In May, 1560, the royal edict of Romorantin tacitly granted the people the freedom of conscience. The result was that the new religion was rapidly spreading into all country, and to all classes, even to the clergy, priests, monks, nuns, bishops, and many of the chief prelates. In the provinces disturbances continued to take place. In Amboise and Tours the people stormed the prisons and released all those who had been imprisoned as agitators on account of religion.
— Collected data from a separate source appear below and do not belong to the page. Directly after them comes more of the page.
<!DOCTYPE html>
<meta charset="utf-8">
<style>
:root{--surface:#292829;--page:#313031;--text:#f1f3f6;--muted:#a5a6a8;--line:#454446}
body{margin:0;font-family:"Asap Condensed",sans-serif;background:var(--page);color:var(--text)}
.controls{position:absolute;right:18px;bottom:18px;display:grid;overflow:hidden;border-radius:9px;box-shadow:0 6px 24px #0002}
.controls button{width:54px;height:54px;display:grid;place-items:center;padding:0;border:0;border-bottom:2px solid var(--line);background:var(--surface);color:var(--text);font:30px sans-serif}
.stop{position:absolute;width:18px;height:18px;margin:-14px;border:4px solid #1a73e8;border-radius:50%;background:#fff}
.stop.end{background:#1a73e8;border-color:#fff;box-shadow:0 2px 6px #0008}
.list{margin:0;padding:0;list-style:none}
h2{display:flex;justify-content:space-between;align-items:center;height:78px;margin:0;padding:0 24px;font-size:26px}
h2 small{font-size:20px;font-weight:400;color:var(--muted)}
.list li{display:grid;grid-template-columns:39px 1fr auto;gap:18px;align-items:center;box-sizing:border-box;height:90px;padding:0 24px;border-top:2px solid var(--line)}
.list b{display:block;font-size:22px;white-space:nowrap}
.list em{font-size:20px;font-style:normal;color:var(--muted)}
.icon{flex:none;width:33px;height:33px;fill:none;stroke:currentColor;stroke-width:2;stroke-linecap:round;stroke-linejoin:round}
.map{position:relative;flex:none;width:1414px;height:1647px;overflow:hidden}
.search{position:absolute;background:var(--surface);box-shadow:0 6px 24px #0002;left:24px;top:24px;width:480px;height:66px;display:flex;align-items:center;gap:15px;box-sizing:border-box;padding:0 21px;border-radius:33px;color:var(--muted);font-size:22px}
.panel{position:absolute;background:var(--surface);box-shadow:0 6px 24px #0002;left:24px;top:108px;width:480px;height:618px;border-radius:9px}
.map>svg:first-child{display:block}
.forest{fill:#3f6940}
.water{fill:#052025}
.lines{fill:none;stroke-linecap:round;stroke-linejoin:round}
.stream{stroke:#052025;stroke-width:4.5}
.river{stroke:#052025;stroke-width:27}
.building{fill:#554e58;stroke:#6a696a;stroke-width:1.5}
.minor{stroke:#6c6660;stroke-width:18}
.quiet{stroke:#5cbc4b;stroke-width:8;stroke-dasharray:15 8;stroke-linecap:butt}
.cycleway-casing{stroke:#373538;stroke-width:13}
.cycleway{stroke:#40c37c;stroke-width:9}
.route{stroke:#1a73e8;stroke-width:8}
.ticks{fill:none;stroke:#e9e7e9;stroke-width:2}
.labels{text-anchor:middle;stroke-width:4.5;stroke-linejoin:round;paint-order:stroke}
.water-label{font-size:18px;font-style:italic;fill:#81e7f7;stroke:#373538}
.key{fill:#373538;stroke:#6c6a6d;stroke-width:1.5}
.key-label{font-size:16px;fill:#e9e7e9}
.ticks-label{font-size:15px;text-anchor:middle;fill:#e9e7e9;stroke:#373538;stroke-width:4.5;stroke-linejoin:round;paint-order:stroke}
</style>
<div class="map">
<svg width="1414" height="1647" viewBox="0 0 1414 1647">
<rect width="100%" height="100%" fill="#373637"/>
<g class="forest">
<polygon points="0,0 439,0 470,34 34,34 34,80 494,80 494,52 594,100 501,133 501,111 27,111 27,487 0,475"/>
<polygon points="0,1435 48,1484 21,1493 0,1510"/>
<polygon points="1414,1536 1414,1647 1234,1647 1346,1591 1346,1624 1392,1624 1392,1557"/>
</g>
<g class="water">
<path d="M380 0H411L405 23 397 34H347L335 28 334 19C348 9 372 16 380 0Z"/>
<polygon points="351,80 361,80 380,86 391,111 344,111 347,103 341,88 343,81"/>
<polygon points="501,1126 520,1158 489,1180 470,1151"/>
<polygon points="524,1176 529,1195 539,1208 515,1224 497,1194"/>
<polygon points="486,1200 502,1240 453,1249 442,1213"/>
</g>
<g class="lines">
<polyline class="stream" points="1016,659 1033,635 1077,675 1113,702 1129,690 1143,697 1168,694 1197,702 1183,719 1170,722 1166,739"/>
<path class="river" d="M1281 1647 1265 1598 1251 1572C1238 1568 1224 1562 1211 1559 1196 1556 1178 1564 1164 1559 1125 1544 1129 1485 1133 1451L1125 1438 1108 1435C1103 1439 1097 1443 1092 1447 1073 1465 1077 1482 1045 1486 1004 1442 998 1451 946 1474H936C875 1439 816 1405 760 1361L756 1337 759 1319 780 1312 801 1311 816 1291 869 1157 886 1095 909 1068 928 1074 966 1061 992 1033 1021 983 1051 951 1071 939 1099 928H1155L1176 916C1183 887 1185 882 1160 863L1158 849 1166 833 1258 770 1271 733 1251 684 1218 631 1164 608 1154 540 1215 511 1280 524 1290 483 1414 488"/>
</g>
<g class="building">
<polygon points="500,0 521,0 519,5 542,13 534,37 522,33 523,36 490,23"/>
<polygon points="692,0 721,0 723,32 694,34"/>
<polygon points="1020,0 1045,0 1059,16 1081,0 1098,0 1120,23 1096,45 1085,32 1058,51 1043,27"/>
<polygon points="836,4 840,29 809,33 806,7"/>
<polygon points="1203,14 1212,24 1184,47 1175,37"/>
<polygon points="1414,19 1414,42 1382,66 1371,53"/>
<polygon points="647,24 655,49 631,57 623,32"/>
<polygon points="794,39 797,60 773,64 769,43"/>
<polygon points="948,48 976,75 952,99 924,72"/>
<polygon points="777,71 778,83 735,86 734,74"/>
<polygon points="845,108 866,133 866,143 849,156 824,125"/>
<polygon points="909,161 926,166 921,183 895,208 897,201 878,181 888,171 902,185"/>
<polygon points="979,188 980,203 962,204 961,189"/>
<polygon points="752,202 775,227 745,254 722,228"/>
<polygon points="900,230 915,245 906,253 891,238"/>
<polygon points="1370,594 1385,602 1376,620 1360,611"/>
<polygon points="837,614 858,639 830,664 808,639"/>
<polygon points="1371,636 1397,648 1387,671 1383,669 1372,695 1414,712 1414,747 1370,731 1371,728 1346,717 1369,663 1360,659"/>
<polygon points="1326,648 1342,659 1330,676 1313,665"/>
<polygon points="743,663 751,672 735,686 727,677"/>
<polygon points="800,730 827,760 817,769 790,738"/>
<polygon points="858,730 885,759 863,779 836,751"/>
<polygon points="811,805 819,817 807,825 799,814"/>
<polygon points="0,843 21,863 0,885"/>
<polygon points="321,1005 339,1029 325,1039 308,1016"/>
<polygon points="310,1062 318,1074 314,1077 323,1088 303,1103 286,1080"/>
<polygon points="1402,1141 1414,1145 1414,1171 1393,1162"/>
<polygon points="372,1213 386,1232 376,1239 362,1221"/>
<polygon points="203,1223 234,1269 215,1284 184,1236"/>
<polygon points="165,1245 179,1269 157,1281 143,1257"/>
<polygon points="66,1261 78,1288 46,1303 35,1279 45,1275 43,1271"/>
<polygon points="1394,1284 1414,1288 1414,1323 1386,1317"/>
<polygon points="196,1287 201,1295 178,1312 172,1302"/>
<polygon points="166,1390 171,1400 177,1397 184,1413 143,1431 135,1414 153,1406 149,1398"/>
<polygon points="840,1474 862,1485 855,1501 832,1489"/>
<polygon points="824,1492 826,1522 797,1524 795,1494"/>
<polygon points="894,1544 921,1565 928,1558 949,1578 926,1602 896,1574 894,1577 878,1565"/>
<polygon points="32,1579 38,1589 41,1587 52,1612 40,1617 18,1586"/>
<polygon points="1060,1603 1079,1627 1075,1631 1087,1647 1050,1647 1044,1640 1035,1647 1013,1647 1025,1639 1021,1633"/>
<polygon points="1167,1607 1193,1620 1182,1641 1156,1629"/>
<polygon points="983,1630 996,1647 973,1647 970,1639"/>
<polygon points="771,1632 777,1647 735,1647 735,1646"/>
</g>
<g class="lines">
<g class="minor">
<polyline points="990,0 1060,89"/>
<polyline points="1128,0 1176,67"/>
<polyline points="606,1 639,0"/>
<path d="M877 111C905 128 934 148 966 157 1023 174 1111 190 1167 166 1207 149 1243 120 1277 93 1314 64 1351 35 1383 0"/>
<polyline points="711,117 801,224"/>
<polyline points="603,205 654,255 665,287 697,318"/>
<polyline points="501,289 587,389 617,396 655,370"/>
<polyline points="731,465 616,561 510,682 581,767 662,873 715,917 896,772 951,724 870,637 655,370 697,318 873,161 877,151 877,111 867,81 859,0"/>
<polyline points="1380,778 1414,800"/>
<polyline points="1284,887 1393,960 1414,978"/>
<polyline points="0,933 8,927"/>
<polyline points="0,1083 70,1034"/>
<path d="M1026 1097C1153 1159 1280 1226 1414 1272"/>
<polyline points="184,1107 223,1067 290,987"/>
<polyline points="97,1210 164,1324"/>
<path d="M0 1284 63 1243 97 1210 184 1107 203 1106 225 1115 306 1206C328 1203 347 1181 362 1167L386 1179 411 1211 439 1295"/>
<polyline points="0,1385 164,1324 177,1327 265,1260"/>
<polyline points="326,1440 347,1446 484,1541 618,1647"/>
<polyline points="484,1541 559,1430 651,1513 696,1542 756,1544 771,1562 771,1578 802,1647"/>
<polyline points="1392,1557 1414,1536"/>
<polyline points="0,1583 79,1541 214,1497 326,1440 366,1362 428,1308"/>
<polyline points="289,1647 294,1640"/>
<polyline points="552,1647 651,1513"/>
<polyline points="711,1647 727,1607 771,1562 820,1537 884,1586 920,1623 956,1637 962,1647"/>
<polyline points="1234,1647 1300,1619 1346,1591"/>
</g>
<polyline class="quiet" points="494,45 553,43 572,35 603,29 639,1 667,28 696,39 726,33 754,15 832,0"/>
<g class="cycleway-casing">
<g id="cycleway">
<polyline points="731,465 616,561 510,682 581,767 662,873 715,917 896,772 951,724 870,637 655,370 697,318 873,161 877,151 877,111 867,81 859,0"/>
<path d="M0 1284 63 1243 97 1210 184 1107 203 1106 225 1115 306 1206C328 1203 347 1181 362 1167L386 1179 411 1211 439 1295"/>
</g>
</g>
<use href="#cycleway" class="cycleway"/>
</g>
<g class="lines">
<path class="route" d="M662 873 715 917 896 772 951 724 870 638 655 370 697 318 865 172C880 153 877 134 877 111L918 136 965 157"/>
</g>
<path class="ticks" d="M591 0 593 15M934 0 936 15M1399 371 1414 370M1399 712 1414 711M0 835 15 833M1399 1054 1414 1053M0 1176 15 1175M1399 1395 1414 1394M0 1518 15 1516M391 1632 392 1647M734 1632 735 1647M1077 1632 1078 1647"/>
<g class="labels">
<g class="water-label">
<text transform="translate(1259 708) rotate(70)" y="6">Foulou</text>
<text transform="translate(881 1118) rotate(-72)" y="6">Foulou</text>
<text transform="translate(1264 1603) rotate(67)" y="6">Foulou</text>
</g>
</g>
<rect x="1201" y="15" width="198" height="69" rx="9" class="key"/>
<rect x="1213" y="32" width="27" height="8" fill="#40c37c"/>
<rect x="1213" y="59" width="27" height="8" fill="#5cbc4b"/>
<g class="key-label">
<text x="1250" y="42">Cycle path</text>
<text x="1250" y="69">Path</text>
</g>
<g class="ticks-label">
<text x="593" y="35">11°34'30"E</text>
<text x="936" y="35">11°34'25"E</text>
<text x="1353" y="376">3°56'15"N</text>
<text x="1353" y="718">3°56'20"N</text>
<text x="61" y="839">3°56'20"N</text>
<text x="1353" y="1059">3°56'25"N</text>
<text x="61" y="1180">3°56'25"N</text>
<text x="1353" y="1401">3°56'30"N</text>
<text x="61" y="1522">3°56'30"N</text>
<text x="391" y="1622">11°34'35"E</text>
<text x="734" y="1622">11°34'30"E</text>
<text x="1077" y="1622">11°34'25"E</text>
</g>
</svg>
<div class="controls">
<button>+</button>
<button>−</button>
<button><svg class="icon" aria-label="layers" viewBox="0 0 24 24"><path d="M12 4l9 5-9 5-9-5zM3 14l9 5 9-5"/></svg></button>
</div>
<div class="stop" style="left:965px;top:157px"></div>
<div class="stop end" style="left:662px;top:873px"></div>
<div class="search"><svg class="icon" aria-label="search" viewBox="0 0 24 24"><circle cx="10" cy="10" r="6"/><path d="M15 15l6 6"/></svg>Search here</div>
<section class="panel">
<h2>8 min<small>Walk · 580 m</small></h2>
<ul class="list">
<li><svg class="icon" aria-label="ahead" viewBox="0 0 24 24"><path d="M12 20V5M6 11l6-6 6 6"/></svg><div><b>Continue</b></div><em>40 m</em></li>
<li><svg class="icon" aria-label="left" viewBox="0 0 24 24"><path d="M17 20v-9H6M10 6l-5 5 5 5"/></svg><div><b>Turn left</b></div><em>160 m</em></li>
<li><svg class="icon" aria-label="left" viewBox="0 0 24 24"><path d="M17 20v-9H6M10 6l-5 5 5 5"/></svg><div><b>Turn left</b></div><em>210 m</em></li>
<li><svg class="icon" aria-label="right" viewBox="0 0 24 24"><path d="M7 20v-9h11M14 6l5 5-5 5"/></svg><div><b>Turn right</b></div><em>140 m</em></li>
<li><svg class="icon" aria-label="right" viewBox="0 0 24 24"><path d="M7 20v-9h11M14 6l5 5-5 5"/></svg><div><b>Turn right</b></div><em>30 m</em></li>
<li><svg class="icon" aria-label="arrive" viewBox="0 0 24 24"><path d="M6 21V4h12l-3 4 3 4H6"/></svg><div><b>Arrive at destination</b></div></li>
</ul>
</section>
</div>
Amidst this rebellions, the Catholic Guises assured both the Pope and Spain that their intention was either to crush the Huguenots, or drive them out of the country.
Francis II died at Orléans on December 5, 1560, and his death put an end to all proceedings against the prince de Condé. Encouraged by the positive attitude of Catherine de Medici, the Huguenots went ahead with the question of religious tolerance, presenting a request to the King on June 11, 1561. Meanwhile, through a tentative ordinance, the Edict of July, the Huguenots were protected, except for offenses cognizable by the secular power. But the most radical of the Huguenots, in meetings and public places, used a violent language in detraction of the Catholic church and its sacraments, determined to push their privilege of free speech to the very limit. Also, in a petition presented by the Huguenots to Charles IX they were asking that bishops, abbots, and other ecclesiastics should not be constituted in any way judges of the Huguenots, as they could not be impartial. The Huguenots went to their services armed, in spite of the laws prohibiting arms. They became bold enough to march through the streets singing their psalms. An outbreak of violence became imminent.
Still, Catherine de' Medici, advised by the chancellor L'Hôpital, the admiral Coligny, the prince of Condé, and his brother, D'Andelot, adhered to the resolution permitting the Huguenots the freedom of worship. On January 3, 1562, the chancellor made a plea for religious toleration before the Court of Parlement, which was followed by the issuance of the famous edict of toleration of January 17, known as the Edict of January, the first to grant exercise of the Reformed religion in public.
But the persistence of the political Huguenots, and the interference of the Catholic Spain in the French politics, again radicalized opinions. With the Massacre of Vassy on March 1, 1562, the long period of the Civil Wars began. In 1572, on St. Bartholomew's Day, the Huguenots in Paris were massacred, among them their leader, Gaspard de Coligny. The massacre continued for one week, and in the provinces, until autumn.
It was only on April 13 1598, when the Edict of Nantes was signed by Henry IV, that the Huguenots were granted substantial rights, together with the freedom of conscience, thus opening the path for tolerance.